Where a line below carries the word "rule", include it in the count, then give the count alone.
━━ DATA TO USE ━━
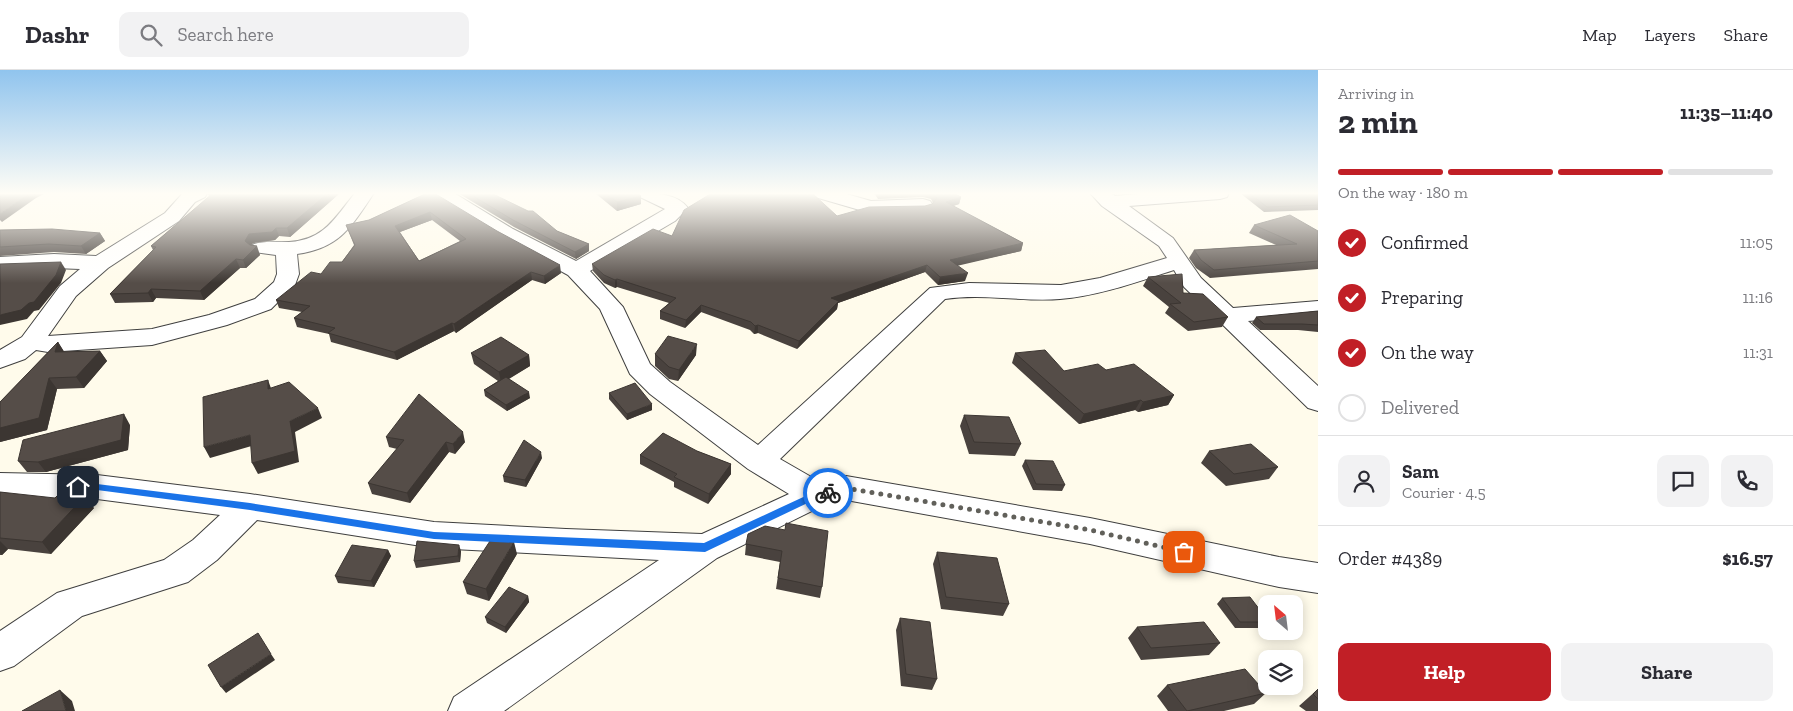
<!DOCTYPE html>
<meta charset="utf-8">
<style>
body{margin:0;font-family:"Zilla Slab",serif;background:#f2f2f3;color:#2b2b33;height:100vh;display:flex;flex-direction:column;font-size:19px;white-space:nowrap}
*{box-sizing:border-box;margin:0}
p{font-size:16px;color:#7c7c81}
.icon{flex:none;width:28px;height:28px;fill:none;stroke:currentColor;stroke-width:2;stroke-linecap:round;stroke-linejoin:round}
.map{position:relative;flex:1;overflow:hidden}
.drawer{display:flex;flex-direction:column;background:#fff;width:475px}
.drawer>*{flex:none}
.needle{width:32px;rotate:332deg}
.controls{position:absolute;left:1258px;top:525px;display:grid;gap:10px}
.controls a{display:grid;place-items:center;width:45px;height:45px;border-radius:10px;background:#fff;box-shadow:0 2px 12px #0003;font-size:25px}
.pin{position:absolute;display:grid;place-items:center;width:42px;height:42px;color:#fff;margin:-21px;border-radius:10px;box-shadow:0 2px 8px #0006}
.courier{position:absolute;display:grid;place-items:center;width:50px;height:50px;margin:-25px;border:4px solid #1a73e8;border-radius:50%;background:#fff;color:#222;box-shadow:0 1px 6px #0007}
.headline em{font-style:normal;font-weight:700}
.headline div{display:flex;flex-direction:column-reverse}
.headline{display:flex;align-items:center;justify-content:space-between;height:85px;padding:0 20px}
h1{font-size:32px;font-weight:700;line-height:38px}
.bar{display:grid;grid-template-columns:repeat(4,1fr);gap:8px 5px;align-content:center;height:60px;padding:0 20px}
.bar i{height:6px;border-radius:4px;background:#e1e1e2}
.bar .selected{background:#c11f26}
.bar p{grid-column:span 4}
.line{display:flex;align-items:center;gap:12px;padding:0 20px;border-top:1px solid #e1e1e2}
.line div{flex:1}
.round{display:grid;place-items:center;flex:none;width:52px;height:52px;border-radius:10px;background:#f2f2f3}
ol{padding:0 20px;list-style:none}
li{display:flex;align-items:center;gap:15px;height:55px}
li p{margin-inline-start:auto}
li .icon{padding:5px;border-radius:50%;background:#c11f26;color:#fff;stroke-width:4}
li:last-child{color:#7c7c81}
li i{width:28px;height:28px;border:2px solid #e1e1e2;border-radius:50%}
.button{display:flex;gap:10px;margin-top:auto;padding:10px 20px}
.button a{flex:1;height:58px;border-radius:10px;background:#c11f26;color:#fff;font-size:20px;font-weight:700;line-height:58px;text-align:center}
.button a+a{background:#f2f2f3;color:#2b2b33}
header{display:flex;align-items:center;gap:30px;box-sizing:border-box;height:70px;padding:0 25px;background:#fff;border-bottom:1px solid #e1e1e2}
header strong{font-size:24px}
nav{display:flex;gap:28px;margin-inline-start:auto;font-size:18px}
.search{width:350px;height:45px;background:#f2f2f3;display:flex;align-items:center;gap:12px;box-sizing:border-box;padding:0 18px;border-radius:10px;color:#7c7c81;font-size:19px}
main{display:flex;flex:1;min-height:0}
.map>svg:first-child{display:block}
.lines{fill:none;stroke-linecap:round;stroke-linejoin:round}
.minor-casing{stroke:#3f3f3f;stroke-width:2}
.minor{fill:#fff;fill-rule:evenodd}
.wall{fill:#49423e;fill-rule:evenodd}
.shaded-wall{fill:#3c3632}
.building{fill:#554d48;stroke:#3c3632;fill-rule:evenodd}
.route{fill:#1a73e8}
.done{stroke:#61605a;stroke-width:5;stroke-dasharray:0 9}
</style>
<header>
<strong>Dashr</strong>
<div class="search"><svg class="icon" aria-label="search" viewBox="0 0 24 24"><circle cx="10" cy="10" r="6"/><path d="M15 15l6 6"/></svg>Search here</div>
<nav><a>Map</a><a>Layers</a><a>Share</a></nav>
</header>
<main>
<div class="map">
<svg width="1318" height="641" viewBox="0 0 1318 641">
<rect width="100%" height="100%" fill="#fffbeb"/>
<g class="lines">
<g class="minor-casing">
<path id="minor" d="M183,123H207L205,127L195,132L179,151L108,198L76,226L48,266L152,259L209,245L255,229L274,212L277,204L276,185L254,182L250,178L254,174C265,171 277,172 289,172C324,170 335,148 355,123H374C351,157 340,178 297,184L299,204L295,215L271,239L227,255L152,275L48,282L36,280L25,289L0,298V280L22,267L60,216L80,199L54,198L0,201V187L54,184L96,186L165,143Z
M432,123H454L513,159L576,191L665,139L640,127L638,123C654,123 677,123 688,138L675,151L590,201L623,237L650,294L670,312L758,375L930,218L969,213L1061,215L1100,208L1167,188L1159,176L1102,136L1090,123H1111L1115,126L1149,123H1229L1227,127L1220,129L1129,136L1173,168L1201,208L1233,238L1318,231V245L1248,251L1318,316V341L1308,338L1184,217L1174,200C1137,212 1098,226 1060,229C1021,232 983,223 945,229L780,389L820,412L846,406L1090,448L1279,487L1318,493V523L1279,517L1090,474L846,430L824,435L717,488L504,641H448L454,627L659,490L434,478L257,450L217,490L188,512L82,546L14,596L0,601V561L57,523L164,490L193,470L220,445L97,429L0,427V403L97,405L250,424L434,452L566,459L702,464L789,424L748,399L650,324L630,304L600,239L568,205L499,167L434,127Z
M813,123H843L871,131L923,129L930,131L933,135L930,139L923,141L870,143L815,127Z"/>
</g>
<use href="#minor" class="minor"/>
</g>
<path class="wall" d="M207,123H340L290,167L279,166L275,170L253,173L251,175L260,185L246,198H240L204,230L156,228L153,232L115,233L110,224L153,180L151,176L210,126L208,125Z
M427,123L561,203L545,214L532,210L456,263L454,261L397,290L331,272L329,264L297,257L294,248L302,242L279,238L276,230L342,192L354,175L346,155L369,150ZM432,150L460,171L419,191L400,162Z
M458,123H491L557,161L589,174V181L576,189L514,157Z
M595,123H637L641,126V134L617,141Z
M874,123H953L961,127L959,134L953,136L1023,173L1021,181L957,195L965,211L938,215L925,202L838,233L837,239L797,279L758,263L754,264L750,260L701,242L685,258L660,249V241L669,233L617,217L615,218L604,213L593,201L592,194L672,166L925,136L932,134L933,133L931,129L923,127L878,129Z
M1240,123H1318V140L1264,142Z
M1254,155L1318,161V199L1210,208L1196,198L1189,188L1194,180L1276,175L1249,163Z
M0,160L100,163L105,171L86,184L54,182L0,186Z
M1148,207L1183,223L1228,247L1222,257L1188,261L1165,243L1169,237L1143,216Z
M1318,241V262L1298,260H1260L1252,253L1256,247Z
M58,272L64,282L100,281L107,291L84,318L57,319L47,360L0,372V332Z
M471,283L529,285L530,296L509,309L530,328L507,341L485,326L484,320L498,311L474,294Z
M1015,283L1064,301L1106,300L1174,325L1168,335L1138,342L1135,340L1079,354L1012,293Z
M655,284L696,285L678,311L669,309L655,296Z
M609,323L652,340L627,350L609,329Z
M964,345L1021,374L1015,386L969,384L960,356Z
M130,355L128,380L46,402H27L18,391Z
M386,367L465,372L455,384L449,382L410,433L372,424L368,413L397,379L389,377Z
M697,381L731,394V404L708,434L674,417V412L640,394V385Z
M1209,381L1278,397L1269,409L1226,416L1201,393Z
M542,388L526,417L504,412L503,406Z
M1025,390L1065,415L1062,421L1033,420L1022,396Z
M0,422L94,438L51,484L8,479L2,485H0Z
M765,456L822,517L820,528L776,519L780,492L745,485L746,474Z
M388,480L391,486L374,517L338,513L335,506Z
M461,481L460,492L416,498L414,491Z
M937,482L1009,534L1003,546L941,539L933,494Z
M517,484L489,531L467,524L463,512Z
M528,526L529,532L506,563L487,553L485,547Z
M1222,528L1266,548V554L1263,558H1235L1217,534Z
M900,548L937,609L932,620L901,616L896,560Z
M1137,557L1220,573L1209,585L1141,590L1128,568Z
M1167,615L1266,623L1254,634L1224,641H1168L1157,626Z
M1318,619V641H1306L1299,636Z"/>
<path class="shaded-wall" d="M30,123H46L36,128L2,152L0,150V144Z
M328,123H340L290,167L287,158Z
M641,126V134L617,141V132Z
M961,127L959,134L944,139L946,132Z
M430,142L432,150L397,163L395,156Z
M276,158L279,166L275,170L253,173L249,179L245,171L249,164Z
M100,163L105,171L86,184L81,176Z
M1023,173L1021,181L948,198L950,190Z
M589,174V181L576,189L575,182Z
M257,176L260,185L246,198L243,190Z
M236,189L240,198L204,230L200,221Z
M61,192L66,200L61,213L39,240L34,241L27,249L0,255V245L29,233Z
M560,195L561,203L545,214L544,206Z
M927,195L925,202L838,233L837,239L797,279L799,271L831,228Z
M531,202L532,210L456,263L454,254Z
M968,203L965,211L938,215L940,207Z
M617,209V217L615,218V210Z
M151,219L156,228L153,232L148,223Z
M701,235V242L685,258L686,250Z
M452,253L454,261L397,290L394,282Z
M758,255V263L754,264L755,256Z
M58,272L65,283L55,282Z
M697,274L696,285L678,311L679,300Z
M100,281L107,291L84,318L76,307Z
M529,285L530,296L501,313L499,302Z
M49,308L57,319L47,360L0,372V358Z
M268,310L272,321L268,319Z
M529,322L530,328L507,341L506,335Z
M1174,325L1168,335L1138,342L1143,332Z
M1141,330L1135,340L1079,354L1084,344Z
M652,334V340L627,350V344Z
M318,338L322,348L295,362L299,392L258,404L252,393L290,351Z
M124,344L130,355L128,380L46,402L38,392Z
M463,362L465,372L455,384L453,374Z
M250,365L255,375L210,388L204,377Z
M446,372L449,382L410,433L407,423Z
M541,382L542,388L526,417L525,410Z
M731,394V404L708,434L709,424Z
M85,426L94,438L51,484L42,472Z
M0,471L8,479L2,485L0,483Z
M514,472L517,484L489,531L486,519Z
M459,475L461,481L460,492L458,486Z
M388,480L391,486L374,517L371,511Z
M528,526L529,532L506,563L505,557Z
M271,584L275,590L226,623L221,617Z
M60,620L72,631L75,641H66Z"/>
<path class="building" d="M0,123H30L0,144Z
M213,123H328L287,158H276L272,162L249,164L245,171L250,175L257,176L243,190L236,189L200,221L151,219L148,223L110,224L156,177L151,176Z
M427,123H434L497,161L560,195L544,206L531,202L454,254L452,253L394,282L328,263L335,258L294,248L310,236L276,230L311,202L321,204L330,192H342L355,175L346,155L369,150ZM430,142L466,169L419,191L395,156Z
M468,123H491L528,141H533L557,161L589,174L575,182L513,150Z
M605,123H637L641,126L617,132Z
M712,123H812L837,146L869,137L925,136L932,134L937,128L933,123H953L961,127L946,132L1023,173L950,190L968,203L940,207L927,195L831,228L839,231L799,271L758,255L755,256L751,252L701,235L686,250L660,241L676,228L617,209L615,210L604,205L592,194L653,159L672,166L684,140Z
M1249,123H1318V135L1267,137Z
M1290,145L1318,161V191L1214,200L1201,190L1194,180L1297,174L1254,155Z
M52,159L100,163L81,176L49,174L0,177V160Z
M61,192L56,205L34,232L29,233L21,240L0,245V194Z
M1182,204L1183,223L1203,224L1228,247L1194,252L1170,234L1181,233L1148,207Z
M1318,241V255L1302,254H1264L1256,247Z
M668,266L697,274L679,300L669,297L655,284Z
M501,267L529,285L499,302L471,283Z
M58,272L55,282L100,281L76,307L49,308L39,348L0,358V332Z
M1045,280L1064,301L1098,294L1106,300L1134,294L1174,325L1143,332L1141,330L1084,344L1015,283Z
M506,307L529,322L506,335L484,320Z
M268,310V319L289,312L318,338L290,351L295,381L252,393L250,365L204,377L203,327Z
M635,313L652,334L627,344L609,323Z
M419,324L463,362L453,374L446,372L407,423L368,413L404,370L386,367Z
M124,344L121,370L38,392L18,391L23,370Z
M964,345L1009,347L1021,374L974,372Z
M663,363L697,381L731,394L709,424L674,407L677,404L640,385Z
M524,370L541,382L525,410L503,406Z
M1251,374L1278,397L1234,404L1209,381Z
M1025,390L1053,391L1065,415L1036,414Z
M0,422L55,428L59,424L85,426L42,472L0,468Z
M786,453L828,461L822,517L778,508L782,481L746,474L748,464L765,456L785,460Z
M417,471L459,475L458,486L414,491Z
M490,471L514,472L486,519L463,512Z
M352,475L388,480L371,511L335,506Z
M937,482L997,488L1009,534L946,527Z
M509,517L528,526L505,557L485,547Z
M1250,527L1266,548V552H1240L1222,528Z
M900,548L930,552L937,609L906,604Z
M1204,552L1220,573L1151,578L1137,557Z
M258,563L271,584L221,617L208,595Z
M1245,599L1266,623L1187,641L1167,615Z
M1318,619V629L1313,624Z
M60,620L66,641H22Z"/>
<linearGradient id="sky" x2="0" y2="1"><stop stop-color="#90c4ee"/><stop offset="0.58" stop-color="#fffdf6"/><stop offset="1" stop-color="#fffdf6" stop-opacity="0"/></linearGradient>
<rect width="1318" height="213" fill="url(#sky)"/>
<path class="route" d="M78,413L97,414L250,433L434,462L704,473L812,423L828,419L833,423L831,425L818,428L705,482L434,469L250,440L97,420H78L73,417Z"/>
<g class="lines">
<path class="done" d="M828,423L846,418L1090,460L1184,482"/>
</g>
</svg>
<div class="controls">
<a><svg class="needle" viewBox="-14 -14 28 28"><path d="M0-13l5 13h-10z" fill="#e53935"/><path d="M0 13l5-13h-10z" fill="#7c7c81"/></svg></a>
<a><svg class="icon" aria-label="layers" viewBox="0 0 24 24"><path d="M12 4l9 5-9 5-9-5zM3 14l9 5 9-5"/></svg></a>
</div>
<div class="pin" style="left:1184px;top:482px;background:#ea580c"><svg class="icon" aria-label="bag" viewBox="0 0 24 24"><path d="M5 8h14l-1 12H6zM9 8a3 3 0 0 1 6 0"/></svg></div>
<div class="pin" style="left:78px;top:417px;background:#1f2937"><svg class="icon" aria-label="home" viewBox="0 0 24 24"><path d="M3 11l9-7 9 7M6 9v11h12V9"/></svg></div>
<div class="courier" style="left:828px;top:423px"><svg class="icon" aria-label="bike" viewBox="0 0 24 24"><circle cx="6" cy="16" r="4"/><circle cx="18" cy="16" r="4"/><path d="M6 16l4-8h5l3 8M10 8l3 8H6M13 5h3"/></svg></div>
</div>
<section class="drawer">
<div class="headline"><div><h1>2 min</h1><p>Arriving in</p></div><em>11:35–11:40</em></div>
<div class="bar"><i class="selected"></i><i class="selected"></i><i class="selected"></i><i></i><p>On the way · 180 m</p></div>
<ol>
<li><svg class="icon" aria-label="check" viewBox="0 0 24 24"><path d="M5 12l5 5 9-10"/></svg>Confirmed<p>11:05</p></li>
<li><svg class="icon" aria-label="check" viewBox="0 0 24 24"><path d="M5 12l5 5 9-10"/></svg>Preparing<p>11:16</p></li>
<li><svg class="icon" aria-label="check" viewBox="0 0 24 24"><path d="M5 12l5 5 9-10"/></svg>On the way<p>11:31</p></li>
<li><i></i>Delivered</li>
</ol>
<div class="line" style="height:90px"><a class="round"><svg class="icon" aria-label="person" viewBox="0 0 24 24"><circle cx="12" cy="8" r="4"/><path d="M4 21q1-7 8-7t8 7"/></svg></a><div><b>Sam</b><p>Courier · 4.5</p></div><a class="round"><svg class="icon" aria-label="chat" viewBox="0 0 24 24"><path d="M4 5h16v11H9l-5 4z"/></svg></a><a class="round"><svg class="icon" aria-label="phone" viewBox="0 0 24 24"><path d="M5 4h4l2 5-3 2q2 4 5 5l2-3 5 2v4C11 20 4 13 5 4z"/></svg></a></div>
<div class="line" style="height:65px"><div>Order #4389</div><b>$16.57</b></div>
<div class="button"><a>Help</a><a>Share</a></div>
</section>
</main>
━━━
■ EXERCISE ANSWER ■
3